Sources and assumptions

  1. US driver hourly wage ($30/h fully loaded) - BLS, Occupational Employment and Wage Statistics: Light Truck Drivers, May 2024: median $44,140/year (~$21/h gross). BLS, Employer Costs for Employee Compensation, December 2025: benefits average 29.9% of total compensation for private sector workers. $21/h × 1.43 ≈ $30/h.

  2. EU driver hourly wage (€17/h fully loaded) - CCN Transport routier logistique, May 2025: €11.91–€19.27/h gross.

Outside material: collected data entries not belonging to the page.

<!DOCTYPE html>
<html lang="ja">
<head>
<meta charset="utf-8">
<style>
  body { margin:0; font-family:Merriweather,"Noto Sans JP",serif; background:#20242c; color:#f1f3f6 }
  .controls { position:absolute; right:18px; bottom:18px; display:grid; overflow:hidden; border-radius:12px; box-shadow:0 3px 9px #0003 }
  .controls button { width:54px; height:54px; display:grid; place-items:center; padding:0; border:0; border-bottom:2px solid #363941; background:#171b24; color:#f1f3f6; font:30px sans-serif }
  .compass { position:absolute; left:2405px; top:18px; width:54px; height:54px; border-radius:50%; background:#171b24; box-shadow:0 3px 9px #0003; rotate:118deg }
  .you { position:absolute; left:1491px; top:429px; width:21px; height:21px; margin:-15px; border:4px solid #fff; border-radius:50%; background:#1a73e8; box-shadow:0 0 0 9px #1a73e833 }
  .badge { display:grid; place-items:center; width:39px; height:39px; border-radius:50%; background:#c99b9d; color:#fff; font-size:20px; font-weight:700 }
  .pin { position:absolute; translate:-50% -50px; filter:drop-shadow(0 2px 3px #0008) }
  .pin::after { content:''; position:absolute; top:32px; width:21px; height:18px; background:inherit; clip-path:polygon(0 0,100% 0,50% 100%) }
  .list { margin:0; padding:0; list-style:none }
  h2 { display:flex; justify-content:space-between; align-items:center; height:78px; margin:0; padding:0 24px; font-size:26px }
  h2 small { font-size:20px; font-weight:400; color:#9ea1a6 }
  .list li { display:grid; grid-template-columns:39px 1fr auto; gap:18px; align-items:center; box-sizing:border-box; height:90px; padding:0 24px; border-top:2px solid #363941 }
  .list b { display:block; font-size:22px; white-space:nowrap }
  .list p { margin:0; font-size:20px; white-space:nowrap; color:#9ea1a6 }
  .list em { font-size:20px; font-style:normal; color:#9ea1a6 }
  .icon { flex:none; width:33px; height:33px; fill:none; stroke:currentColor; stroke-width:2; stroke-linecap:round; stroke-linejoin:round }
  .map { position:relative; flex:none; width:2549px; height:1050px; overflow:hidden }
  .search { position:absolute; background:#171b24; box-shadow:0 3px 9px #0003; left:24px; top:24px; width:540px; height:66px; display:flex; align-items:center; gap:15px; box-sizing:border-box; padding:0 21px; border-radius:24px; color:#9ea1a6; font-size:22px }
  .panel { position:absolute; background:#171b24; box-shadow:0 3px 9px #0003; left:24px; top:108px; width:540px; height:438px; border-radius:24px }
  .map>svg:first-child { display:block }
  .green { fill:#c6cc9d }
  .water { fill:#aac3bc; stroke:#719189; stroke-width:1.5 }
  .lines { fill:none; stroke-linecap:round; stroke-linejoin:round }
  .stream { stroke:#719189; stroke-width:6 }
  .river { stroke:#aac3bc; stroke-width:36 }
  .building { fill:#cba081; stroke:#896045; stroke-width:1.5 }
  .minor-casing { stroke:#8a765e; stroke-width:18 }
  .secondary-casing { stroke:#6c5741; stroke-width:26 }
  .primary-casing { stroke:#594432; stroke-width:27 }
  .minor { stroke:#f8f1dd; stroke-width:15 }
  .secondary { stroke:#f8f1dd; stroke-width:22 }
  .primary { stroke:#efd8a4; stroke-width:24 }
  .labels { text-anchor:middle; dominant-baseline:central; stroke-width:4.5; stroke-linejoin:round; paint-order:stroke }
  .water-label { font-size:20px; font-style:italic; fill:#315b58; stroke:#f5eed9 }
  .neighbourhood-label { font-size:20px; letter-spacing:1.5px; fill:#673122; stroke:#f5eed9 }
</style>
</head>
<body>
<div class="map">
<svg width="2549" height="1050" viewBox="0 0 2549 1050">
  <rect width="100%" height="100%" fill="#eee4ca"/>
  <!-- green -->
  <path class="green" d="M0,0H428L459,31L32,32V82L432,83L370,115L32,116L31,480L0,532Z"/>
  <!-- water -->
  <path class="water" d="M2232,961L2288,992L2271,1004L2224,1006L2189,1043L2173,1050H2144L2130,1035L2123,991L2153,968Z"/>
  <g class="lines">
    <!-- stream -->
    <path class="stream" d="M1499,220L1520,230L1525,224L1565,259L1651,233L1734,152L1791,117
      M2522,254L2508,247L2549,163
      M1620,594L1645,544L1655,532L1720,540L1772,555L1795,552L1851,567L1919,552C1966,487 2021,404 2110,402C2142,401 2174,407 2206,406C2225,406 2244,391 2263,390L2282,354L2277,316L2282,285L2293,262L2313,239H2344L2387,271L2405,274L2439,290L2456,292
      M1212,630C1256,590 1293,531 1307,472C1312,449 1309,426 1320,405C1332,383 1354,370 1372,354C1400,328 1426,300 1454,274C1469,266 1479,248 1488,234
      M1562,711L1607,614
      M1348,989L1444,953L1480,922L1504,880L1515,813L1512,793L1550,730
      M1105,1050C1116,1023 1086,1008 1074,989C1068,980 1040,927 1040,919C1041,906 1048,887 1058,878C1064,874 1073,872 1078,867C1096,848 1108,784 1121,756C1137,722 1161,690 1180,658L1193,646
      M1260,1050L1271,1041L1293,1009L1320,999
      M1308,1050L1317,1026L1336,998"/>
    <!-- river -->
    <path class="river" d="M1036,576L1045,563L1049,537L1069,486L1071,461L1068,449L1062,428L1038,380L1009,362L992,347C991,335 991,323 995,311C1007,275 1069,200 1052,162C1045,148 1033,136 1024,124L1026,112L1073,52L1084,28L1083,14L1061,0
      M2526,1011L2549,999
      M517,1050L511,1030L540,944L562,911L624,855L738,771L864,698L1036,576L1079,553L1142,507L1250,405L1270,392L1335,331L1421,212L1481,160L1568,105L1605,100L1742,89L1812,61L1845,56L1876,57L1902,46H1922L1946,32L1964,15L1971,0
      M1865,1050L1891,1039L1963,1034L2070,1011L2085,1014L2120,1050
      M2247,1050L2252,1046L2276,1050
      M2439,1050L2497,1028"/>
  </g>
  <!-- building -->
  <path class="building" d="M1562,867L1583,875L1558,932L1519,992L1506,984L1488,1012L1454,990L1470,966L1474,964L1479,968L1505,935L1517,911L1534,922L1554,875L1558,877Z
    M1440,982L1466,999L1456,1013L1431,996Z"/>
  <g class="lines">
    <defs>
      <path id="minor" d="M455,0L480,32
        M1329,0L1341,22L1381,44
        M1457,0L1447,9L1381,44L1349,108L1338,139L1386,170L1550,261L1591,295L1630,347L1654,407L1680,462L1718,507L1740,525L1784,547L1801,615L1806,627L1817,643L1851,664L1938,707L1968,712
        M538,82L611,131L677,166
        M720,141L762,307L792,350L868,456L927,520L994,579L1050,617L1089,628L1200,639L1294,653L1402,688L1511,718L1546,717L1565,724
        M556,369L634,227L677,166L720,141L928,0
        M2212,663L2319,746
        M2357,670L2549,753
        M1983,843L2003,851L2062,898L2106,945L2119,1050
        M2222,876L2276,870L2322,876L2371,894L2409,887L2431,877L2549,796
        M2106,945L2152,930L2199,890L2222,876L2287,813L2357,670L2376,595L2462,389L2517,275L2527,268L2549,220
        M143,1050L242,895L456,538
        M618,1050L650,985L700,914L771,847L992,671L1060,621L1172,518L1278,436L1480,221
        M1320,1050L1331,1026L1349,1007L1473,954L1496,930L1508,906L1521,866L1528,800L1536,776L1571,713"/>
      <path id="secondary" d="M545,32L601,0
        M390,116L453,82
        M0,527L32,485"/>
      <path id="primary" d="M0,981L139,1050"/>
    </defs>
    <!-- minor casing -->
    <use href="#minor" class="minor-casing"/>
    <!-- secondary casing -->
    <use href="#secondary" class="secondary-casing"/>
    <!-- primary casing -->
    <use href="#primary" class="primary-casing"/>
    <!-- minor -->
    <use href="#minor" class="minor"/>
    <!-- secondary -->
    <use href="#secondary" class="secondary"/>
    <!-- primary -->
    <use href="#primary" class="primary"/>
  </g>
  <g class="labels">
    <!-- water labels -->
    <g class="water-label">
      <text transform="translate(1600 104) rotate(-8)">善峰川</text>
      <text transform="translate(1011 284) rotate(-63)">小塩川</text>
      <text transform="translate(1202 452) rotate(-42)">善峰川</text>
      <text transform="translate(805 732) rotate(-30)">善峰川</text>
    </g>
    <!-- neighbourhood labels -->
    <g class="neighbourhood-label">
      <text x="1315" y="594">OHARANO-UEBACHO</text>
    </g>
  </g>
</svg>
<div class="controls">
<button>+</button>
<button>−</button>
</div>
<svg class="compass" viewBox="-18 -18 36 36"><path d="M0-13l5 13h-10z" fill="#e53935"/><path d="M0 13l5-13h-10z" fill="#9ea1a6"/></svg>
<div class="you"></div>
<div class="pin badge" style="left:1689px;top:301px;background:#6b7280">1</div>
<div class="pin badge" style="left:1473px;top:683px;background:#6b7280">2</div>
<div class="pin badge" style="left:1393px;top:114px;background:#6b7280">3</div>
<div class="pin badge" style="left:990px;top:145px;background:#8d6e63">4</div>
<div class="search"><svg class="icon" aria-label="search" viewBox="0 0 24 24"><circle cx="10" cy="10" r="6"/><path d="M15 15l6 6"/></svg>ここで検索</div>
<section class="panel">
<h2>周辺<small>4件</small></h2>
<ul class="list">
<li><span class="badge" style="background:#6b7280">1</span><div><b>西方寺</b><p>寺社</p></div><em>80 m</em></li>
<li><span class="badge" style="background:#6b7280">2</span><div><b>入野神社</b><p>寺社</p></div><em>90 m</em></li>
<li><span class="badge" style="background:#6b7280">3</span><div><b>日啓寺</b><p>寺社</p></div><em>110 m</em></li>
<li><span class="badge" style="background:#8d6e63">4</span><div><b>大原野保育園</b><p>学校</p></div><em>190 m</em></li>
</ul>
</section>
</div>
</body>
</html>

Employer contributions ~30% (Urssaf, 2025). €12.50 × 1.30 ≈ €17/h.

  3. US fuel cost ($0.11/km) - Average US retail diesel 2025: ~$3.68/gallon ($0.97/L). LCV consumption: 11L/100km. $0.97 × 0.11 = $0.11/km.

  4. EU fuel cost (€0.18/km) - Average diesel price France 2025: €1.6186/L (prixdubaril.com / Ministry of Ecological Transition, January 2026). €1.62 × 0.11 = €0.18/km.

  5. US vehicle depreciation ($0.14/km) - IRS standard mileage rate 2025, depreciation/maintenance component for light vehicles, converted from per-mile to per-km.

  6. EU vehicle depreciation (€0.12/km) - French fiscal mileage allowance 2024–2025 (BOFiP, BOI-BAREME-000003).

  7. US dispatch/support wage ($26/h) - Estimated at ~$24/h gross (BLS Office and Administrative Support, 2024) × 1.08 employer FICA ≈ $26/h.

  8. US fuel tax differential - US federal + state diesel taxes: ~15–20% of pump price (EIA / Tax Foundation). French TICPE + TVA: ~60–65% (Ministry of Ecological Transition).

  9. PUDO network comparison - nShift, EU Parcel Locker Growth in 2025, 2025 (500,000+ EU OOH points). US carrier-specific networks: Amazon Locker, UPS Access Point, FedEx OnSite - fragmented, carrier-specific.

  10. First-attempt failure rate (8%) - Composite estimate, last-mile industry reports 2021–2025.

  11. Address-related failure rate (20–25%) - Composite estimate, industry studies 2021–2024.

  12. Geocoding pipeline cost - Estimated using an open-source geocoder (BAN in France, equivalent national APIs elsewhere) as primary, with a premium provider (Google Geocoding API, ~$0.005/address) triggered only on addresses where the primary confidence score falls below threshold - roughly 15-20% of a typical address file. This cascading approach is the architecture Coordable is built around: coordable.co.